• WHAT IS EXPECTED:
Gather all lines in the data that hold the string "none".

(Stored data entries)
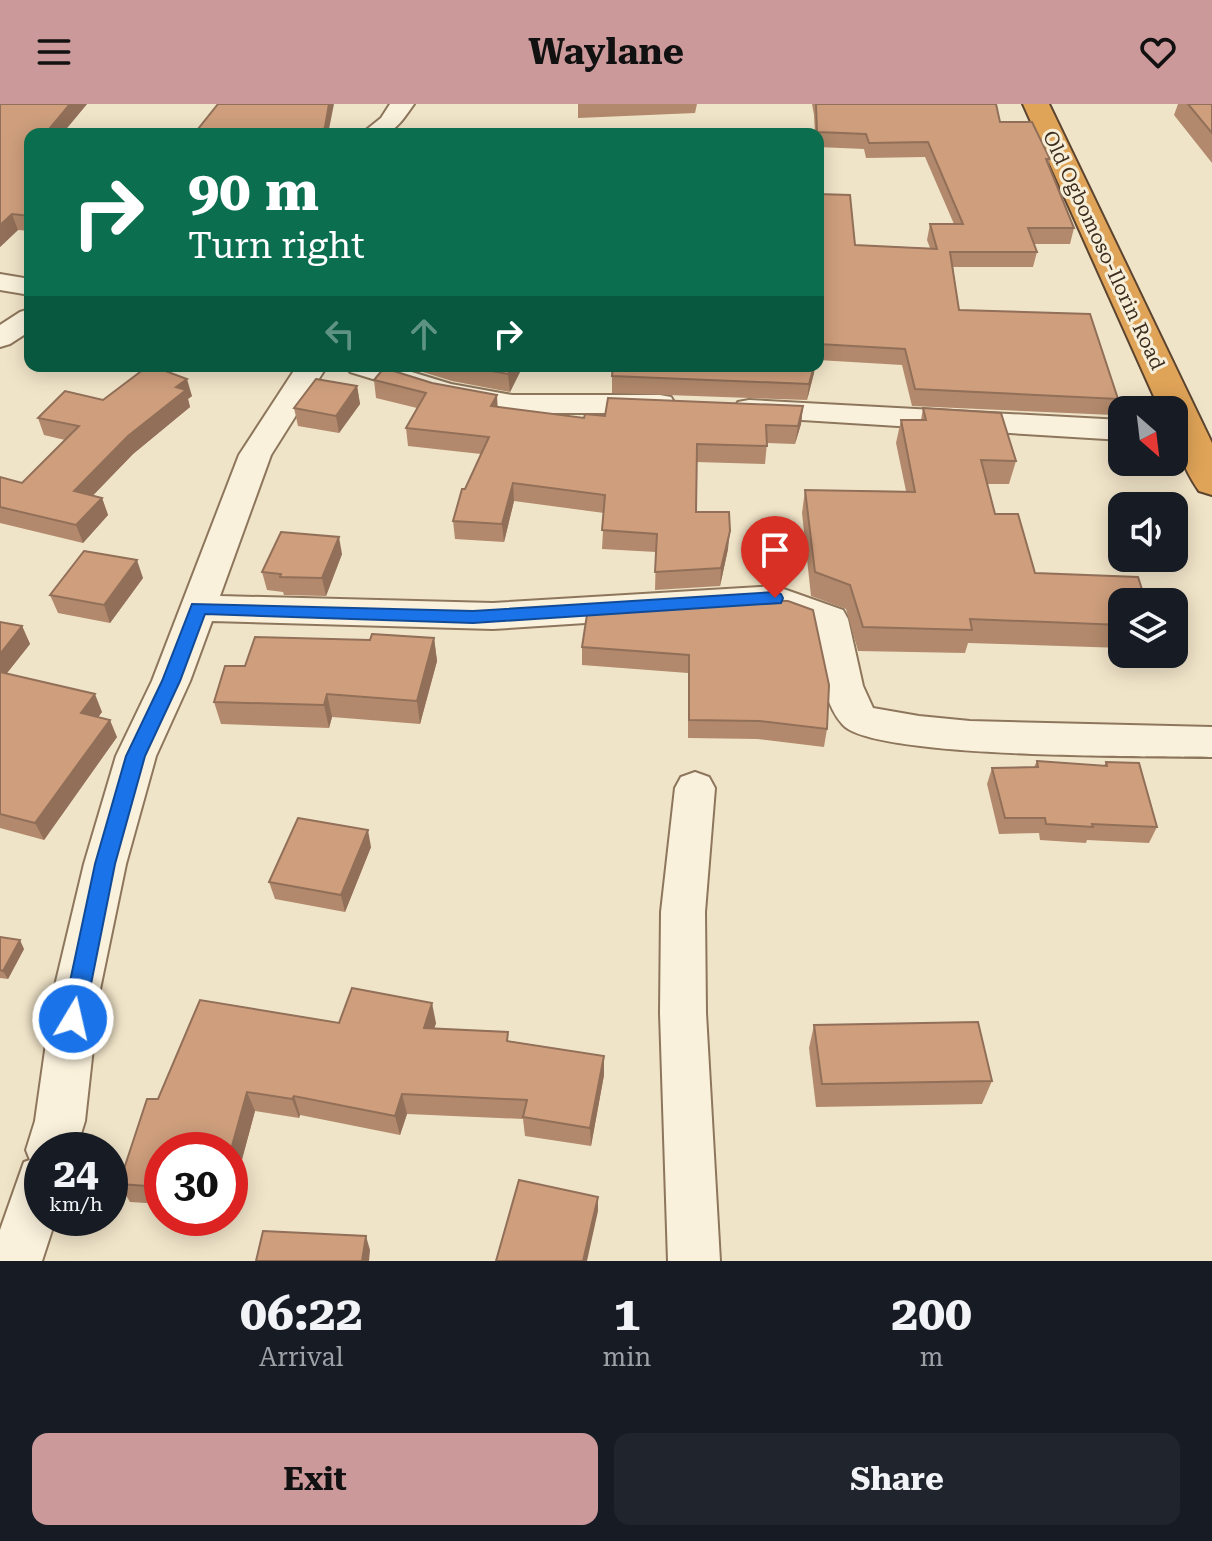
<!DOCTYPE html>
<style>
body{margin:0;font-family:"Roboto Serif",serif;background:#20242c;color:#f1f3f6;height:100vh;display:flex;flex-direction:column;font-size:30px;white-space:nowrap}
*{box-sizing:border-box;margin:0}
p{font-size:26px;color:#9ea1a6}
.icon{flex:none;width:44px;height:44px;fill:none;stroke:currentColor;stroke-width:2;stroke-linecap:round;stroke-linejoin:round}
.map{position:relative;height:1157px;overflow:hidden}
.sheet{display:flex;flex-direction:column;background:#171b24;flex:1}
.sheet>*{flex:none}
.guide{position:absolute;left:24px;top:24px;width:800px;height:244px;border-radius:16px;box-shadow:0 4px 20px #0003;background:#0b6e4f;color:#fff;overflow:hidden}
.needle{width:52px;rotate:152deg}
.tools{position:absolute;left:1108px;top:292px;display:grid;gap:16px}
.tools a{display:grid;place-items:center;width:80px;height:80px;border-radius:16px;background:#171b24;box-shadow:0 4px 20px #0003;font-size:40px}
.speed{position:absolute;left:24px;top:1028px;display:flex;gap:16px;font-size:40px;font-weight:700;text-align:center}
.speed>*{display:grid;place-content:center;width:104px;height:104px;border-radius:50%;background:#171b24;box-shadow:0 4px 20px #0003;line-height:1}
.speed small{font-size:20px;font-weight:400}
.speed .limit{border:12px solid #d22;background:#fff;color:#111}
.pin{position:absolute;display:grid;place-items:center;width:68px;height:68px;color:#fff;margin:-82px -34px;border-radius:50% 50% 50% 0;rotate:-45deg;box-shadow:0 0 8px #0007}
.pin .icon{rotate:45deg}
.me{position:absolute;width:88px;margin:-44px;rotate:9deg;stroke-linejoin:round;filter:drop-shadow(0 0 6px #0008)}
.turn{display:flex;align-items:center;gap:28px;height:168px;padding:0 32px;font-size:36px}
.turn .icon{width:104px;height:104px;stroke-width:2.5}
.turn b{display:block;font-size:56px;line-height:68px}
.lanes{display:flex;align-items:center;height:76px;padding:0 32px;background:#0003;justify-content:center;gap:40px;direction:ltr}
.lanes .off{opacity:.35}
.eta{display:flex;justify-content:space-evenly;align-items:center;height:136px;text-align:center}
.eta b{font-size:48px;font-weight:700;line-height:56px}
.button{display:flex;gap:16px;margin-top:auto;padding:16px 32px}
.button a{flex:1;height:92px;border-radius:16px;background:#cc999b;color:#111;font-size:32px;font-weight:700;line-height:92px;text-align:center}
.button a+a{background:#20242c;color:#f1f3f6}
header{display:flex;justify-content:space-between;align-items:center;height:104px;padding:0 32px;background:#cc999b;color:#111;font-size:36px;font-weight:700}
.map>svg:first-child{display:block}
</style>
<header><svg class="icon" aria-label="menu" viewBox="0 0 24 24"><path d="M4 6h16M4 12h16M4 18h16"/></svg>Waylane<svg class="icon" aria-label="heart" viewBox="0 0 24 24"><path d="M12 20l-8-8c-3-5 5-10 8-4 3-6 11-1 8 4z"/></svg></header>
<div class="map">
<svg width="1212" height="1157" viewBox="0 0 1212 1157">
<rect width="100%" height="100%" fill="#f0e4c8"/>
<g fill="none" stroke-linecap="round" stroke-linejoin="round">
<defs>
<g id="minor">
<path d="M390,0H414C395,27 394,30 361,30L381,14Z"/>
<path d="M0,170L30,175V191L0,186Z"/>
<path d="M30,205V227L10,240L0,243V221L20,208Z"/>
<path d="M297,262H327L271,351L220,492L493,499L775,482L843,506L848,515L863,582L873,604L919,612L970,617L1212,623V653C1154,652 874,655 843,621C821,597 819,553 813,522L772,507L493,525L212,517L190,577L156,652L126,760L99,890L85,1017L76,1046H42V1114H56L42,1157H0V1126L24,1058L30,1056L26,1046L35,1017L53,890L84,760L116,652L152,577L239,351Z"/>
<path d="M346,262H392L451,280L512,291H660L671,293L675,300L671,307L660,309H512L435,294L350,268Z"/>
<path d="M749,296L1122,316V336L738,312L734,305L738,298Z"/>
<path d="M695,668L709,673L715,684L705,808L706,909L720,1157H668L660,909L661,808L675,684L681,673Z"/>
</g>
<path id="highway" d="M1023,0H1049L1212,339V391L1199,387C1181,361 1174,337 1174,306H1160Z"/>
</defs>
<use href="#minor" stroke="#8d765c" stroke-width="4"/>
<use href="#highway" stroke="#5b4430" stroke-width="4"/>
<use href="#minor" fill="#faf1dc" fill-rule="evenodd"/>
<use href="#highway" fill="#e0a458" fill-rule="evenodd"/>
</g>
<g fill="#b2896c">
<path d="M0,0H87L62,30H30V127L18,126L0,143Z"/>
<path d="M578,0H697L695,9L578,14Z"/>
<path d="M812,0H996L1000,18L1050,55L1049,62L1074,124L1070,140H1034L1037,148L1033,163H953L959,206L1118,295L1113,311L912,302L902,261L818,256V90L855,141L930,144L927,136L930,120H954L925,53L866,54L864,45L818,43V30H815L814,11Z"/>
<path d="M1178,0H1212V59L1174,11Z"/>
<path d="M142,262H157L155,263L192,292L188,295L190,303L133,350L93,391L102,394L108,411L83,439L0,419V373L22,379L65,336L44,331L38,314L103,296L146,263Z"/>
<path d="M403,262H523L510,288L452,277Z"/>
<path d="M814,269L807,296L612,289V272Z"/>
<path d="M374,276L497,303L584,314L803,302L801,320L795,340L767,339L765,360L696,358V408L728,445L720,482L655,486L656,448L602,445L604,409L514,397L504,438L455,435L453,417L465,385L481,350L408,342L406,324L417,304L376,294Z"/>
<path d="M357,282L360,300L339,329L298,322L294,304Z"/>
<path d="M923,304L1016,357L1009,380H987L995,410L1035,469L1122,498V544L968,539L965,549L858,547L846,505L811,492L802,409L805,386L906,387L896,339L901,316H921Z"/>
<path d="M342,450L326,492L284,491L283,488L267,486L262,468Z"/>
<path d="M143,474L110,519L58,509L50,491Z"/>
<path d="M588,504L829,581L827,625L824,643L757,635L688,634V569L582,561V543Z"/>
<path d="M0,518L22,522L30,540L6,570L102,608L98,613L117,633L44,736L0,724Z"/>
<path d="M434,534L437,557L420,620L332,613L329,624L221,620L214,598L245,562L370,536Z"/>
<path d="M1037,657L1104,662L1106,658L1157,723L1149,739L1087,736L1086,739L1040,736L1039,729L999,730L987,680L992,664L1034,663Z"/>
<path d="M371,743L345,808L275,795L269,778Z"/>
<path d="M0,833L24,845L8,875L0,874Z"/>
<path d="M339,919H436L434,925L604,952V971L591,1042L525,1032L523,1015L407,1010L400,1031L300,1011L299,1014L255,1007L230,1100V1046H162V1100L130,1098L119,1080L158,995Z"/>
<path d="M814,921L992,977L982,1000L816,1003L809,944Z"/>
</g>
<g fill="#916f58">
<path d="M70,0H87L62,30H45Z"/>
<path d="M329,0H334L328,30H321Z"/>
<path d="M12,110L18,126L0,143V121Z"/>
<path d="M513,262H523L510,288L508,270Z"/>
<path d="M814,262H815L814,269L807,296L809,280Z"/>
<path d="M187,275L192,292L188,295L190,303L133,350L80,405L74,387L176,283Z"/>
<path d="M357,282L360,300L339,329L336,312Z"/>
<path d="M497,291L498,309L491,302Z"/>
<path d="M803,302L801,320L795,340L798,322Z"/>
<path d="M513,379L514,397L504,438L502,420Z"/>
<path d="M102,394L108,411L83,439L76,421Z"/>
<path d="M730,427L728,445L720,482L721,464Z"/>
<path d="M339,433L342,450L326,492L322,474Z"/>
<path d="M137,456L143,474L110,519L104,501Z"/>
<path d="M22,522L30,540L0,578V550Z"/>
<path d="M434,534L437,557L420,620L417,597Z"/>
<path d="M95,590L102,608L88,627L81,609Z"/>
<path d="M327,590L332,613L329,624L324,601Z"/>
<path d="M110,616L117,633L44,736L35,719Z"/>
<path d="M368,726L371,743L345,808L341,791Z"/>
<path d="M20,836L24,845L8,875L3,867Z"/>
<path d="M432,899L436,919L428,944L424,924Z"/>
<path d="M604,952V971L591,1042L590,1024Z"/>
<path d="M247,988L255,1007L230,1100V1049Z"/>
<path d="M402,990L407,1010L400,1031L395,1012Z"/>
<path d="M294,992L300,1011L299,1014L292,995Z"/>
<path d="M598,1093V1107L587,1157H583Z"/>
<path d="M366,1132L370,1146L369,1157H362Z"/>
</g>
<g fill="#cf9f7d" stroke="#916f58" stroke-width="2">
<path d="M0,0H70L45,30H46H30V112L12,110L0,121Z"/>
<path d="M218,0H329L325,23L321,30H194Z"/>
<path d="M816,0H996L1000,18H1032L1050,55H1046L1074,124H1028L1037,148H950L959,206L1090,210L1118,295L915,285L905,245L818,240V90L850,91L855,141L937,145L930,120H963L928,38L869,39L866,30L817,28Z"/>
<path d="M1188,0H1212V29Z"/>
<path d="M148,262H152L187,275L176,283L186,286L128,332L74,387L102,394L76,421L0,403V373L22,379L79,322L38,314L65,287L103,296Z"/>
<path d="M462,262H513L508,270Z"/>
<path d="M613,262H814L809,280L612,272Z"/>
<path d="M384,264L432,279L497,291L491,302L584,314L585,310L605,312L608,294L803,302L798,322L766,321L767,342L697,340L696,408H729L730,427L721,464L655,468L657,430L602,426L605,391L513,379L502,420L453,417L462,385H465L489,333L406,324L426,289L374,276Z"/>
<path d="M316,275L357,282L336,312L294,304Z"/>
<path d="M923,304L1001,309L1016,357L981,356L995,410H1018L1035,469L1138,473L1146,498H1122V521L970,515L972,526L863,523L850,481L815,468L805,386L915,388L901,316H926Z"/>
<path d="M281,428L339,433L322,474L280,473L281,470L262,468Z"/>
<path d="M84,447L137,456L104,501L50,491Z"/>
<path d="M720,495L788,497L813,506L829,581L827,625L759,617L689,616V551L582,543L588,504Z"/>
<path d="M0,518L22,522L0,550Z"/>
<path d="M372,530L434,534L417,597L327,590L324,601L214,598L225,562H245L255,533L370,536Z"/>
<path d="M0,568L95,590L81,609L110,616L35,719L0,710Z"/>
<path d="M1037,657L1107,662L1106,658L1139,659L1157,723L1092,720L1093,723L1046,720L1045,714H1005L992,664L1038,663Z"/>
<path d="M298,714L368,726L341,791L269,778Z"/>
<path d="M0,833L20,836L3,867L0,866Z"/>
<path d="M352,884L432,899L424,924L508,928L507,937L604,952L590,1024L523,1013L527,996L402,990L395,1012L294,992L292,995L247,988L230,1049V1046H162V1083L119,1080L147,995H158L200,896L339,919Z"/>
<path d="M978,918L992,977L822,980L814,921Z"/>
<path d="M519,1076L598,1093L583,1157H496Z"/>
<path d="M263,1127L366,1132L362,1157H256Z"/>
</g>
<path fill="#1a73e8" stroke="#114b97" stroke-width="2" d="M775,488L781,490L783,494L781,499L473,519L205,510L180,577L145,652L115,760L84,915L81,922L73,925L65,922L62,915L95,760L126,652L162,577L192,500L473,507Z"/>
<g text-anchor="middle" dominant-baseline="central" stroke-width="6" stroke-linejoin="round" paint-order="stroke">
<g font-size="20" fill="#3d2e20" stroke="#f7eed8">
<text transform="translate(1104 146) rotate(65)">Old Ogbomoso-Ilorin Road</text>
</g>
</g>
</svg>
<div class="tools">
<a><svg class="needle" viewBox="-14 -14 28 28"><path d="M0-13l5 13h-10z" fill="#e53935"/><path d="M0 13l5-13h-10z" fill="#9ea1a6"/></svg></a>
<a><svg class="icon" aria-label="sound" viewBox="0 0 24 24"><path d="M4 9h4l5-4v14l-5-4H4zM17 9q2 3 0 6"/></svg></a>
<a><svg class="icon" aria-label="layers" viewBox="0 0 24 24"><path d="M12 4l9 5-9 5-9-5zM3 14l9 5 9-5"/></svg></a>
</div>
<div class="speed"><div>24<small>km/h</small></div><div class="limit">30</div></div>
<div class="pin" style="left:775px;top:494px;background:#d93025"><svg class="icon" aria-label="arrive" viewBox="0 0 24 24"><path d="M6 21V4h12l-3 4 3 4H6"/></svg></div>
<svg class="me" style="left:73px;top:915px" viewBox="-20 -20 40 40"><circle r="17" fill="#1a73e8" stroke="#fff" stroke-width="3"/><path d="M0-11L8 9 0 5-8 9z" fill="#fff"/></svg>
<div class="guide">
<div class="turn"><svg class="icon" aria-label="right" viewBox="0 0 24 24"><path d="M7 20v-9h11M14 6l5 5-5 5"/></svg><div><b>90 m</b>Turn right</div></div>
<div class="lanes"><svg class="icon off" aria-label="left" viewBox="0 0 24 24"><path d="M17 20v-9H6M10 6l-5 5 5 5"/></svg><svg class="icon off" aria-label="ahead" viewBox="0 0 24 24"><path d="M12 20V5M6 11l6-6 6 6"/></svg><svg class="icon" aria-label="right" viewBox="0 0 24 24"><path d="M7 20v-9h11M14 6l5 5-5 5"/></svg></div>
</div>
</div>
<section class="sheet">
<div class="eta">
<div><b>06:22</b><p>Arrival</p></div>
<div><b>1</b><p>min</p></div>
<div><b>200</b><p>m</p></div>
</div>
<div class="button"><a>Exit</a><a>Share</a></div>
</section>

• SOLUTION:
.icon{flex:none;width:44px;height:44px;fill:none;stroke:currentColor;stroke-width:2;stroke-linecap:round;stroke-linejoin:round}
.sheet>*{flex:none}
<g fill="none" stroke-linecap="round" stroke-linejoin="round">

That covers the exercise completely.